:: TASK BRIEF ::
Here is the task for the records below: repeat exactly the lines from the one with "M30,768l32,1v27h-33z" to the one with "M0,228l29,28", both included, and nothing else.

EXCERPTED DATA START

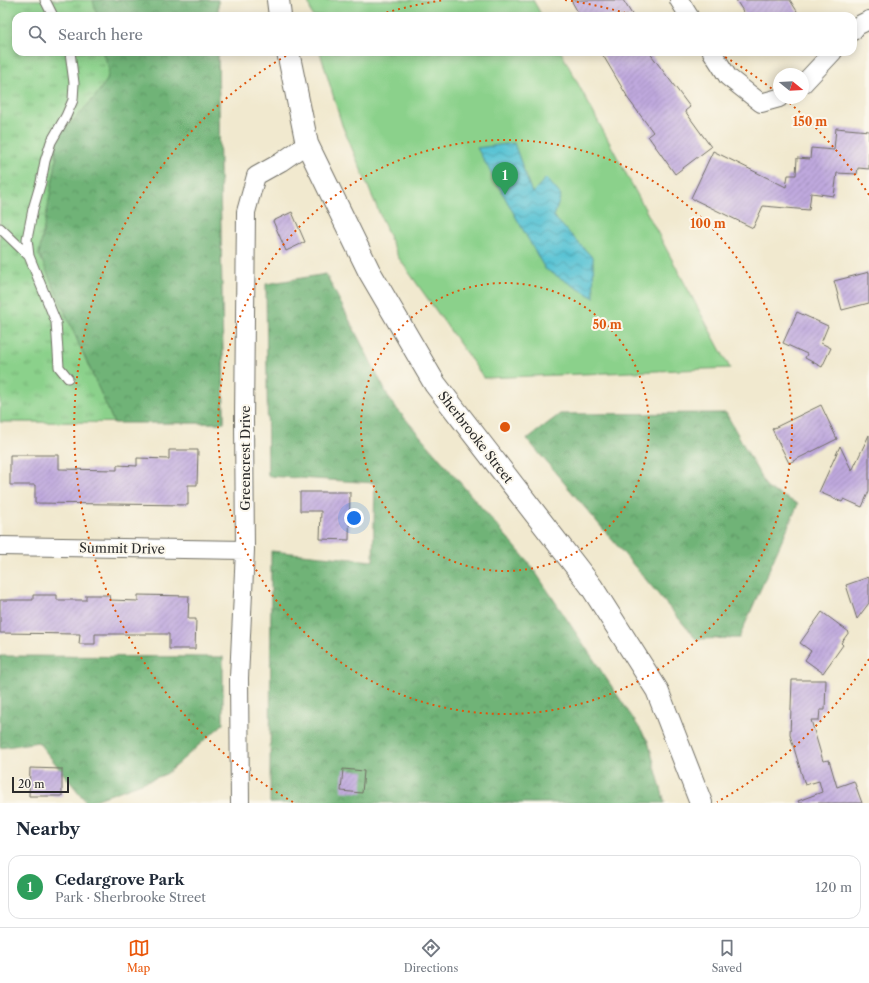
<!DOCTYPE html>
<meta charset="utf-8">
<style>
body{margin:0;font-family:"Libre Caslon Text",serif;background:#f6f6f7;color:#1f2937}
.compass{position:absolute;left:773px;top:68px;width:36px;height:36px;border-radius:50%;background:#fff;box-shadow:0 2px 10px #0003;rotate:108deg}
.scale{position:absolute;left:12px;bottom:10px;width:57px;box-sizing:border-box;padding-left:4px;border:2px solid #2b2b2b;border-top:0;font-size:11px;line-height:14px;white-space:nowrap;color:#2b2b2b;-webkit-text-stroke:3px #fbf7ec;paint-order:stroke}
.you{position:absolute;left:354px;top:518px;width:14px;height:14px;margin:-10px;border:3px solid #fff;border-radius:50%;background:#1a73e8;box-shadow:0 0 0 6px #1a73e833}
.badge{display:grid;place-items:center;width:26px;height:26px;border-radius:50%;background:#ea580c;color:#fff;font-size:13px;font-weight:700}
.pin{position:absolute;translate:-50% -33px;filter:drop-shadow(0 1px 2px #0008)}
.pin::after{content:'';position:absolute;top:21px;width:14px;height:12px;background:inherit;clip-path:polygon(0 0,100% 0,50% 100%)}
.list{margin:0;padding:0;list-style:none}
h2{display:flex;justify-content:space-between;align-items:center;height:52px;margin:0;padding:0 16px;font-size:17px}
h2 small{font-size:13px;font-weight:400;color:#747a83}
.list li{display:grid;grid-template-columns:26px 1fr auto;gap:12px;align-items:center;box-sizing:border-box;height:64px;margin:0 8px 8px;padding:0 8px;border:1px solid #e0e1e3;border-radius:12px}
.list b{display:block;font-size:15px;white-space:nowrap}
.list p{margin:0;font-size:13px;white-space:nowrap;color:#747a83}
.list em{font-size:13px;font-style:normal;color:#747a83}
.icon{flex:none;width:22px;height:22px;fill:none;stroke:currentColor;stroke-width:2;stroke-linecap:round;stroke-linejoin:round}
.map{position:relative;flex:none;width:869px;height:803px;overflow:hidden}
.search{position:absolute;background:#fff;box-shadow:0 2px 10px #0003;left:12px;right:12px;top:12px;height:44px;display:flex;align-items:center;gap:10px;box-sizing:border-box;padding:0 14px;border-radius:12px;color:#747a83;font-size:15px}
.sheet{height:124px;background:#fff}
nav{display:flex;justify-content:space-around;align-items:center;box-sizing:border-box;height:56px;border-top:1px solid #e0e1e3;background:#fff;font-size:11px;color:#747a83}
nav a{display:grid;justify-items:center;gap:2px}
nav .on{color:#ea580c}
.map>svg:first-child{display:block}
.grass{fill:url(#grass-tufts);stroke:#5b7e5b}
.forest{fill:url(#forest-crowns);stroke:#4e6f51}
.park{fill:#8bd18b;stroke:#5b7e5b}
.water{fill:url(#water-waves);stroke:#427780}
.building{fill:url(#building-hatch)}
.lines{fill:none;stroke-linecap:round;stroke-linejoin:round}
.service-casing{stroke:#706e64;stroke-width:11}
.minor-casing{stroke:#706e64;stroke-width:20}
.secondary-casing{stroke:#706e64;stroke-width:24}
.service{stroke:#fff;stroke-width:9}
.minor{stroke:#fff;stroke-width:18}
.secondary{stroke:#fff;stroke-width:22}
.ring{fill:none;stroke:#df570e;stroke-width:2;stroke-dasharray:2 4}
.labels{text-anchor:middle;stroke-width:4;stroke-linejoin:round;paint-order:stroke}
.street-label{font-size:13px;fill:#2b2b2b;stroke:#fbf7ec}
.centre{fill:#df570e;stroke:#fbf7ec;stroke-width:2}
.ring-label{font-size:12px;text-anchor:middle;font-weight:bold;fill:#df570e;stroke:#fbf7ec;stroke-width:4;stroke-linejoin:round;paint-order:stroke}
</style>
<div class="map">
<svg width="869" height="803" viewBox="0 0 869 803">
<defs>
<pattern id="grass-tufts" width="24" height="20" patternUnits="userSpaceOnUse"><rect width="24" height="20" fill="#8bd18b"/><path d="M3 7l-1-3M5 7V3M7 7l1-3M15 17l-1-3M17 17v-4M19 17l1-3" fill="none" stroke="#72aa72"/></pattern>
<pattern id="forest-crowns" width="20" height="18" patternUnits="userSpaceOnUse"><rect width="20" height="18" fill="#70b377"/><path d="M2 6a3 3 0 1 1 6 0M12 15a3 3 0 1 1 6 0" fill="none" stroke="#5c9262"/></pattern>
<pattern id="water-waves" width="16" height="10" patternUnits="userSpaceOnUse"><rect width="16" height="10" fill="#59c3d4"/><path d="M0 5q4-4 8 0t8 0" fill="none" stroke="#4a9fac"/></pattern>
<pattern id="building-hatch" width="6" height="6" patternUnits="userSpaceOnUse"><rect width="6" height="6" fill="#bfa9de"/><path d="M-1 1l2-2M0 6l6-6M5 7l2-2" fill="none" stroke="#9b8ab4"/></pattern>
</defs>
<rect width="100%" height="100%" fill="#fbf7ec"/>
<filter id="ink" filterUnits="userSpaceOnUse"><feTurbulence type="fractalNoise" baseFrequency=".025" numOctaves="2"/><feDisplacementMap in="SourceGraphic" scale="8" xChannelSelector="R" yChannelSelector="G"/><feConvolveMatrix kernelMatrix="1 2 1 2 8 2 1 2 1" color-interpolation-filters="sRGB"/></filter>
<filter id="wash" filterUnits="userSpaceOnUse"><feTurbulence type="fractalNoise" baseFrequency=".012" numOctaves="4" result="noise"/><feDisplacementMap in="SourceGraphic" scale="16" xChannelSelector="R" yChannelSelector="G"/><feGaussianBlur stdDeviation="0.9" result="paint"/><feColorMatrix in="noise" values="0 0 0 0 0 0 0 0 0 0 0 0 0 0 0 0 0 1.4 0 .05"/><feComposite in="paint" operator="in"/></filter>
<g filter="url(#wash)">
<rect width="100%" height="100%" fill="#f1e9cf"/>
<path class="grass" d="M0,0h218v16h-202v36h202l6,371 -224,-1z"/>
<path class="forest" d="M93,0h125v16h-121z
M102,52h116l6,371h-110l-75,-169 17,-91v-26l15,-14 23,-25 13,-18 2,-12z
M326,274l65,128 139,162 118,177 17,62h-395l1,-252 102,10 2,-78 -107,-7 -2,-192z
M726,413l41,75 31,16 -59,134 -43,1 -169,-200 33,-25z
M0,656l223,1v67l-57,50 -79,29 -49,-61 -38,6z"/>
<path class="park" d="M308,0h225l9,16h-230z
M320,52h241l169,316 -246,10 -86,-121 -56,-132z"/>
<path class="water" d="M514,143l18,50 14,-15 15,17 -7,22 39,41 1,40 -49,-29 -68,-121z"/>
<g id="blocks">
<path class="building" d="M571,0h52l10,16h-53z
M736,0h54l10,16h-54z
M601,52h48l41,55 -5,4 26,36 -36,27 -27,-38 5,-4 -27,-36h1z
M836,128l33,3v38l-11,-1 -1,6 -20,-1 -3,23 -23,-3 -2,17 -46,-4 -10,22 -62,-30 22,-47 73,36 2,-12h8l1,-17 13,1 1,-11 23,2z
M292,212l13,30 -19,9 -13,-30z
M869,272v31l-27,7 -8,-29z
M797,312l31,14 -7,17 10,5 -9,19 -17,-9 2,-4 -24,-11z
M821,405l16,34 -48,24 -17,-34z
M869,435v56l-7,16 -18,-8 -2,3 -23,-10 21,-46 12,25z
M169,450h29l-1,35h-9v20l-153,-2v-18h-25v-30h49v14l58,1v-5l20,1v-8l32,1z
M300,492h50l-1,48 -29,-1 1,-28h-21z
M869,577v26l-12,16 -11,-34z
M33,595h24v5h29v-5h23l1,5 28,1v-6l51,1 -1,23h8l-1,30h-26v-15h-74v10h-16l1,-10 -80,-1v-33h33z
M822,612l27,20 -8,11 2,2 -20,28 -18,-13 6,-9 -11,-8z
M792,680h34l-1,30h-5l-1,10h-8l12,41 6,-1 8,27 17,-6 8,22h-63l-1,-2 24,-9 -3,-11 -14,4 -15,-50z
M30,768l32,1v27h-33z
M343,769l21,2 -2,22 -21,-2z"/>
</g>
</g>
<g filter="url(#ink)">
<use href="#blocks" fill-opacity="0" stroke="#706e64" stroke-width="1"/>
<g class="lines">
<g class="service-casing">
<path id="service" d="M45,0l8,16
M0,228l29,28
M68,378l-9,-11 -3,-45 -27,-66 -2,-17 6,-30 8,-27 4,-21 6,-19 15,-26 7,-16 1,-17 -4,-31"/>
</g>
<g class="minor-casing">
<path id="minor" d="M679,0l10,16
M853,31l4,-5 12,-6
M712,52l16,25 33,26 18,-5
M803,84l30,-32
M0,546l245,4
M240,803l-1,-125 6,-128 -1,-129 2,-209 10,-36 25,-14 26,-18"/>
</g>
<g class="secondary-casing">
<path id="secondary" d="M278,0l2,16
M288,52l19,92 62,127 66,113 156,202 66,104 44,113"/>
</g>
<use href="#service" class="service"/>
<use href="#minor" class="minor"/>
<use href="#secondary" class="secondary"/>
</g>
</g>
<g class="ring">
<circle cx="505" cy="427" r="144"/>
<circle cx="505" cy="427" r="287"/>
<path d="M869 659A431 431 0 0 1 717 802M293 802A431 431 0 0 1 289 54M375 16A431 431 0 0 1 445 0M565 0A431 431 0 0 1 635 16M720 54A431 431 0 0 1 776 92M785 99A431 431 0 0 1 869 195"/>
</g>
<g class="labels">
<g class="street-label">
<text transform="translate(476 437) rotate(52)" y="5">Sherbrooke Street</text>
<text transform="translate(245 458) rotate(-90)" y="5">Greencrest Drive</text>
<text transform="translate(122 548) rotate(1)" y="5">Summit Drive</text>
</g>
</g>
<circle cx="505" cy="427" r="6" class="centre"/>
<g class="ring-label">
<text x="810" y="126">150 m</text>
<text x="708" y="228">100 m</text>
<text x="607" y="329">50 m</text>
</g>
</svg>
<svg class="compass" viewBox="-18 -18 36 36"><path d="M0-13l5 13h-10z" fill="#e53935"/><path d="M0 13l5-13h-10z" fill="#747a83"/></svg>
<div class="scale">20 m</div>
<div class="you"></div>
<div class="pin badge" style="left:505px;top:195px;background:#2e9e5b">1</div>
<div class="search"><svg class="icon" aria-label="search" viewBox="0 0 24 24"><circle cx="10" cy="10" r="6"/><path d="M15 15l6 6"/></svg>Search here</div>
</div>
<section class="sheet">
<h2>Nearby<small></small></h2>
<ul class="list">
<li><span class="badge" style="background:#2e9e5b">1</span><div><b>Cedargrove Park</b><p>Park · Sherbrooke Street</p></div><em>120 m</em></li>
</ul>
</section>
<nav>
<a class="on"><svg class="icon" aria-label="map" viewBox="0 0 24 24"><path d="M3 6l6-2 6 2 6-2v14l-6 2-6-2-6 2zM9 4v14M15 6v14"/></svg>Map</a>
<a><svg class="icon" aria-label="directions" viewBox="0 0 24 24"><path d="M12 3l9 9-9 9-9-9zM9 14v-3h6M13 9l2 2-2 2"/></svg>Directions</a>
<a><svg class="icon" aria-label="saved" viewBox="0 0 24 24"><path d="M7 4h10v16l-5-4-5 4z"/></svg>Saved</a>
</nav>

EXCERPTED DATA END

:: PROBLEM SOLUTION ::
M30,768l32,1v27h-33z
M343,769l21,2 -2,22 -21,-2z"/>
</g>
</g>
<g filter="url(#ink)">
<use href="#blocks" fill-opacity="0" stroke="#706e64" stroke-width="1"/>
<g class="lines">
<g class="service-casing">
<path id="service" d="M45,0l8,16
M0,228l29,28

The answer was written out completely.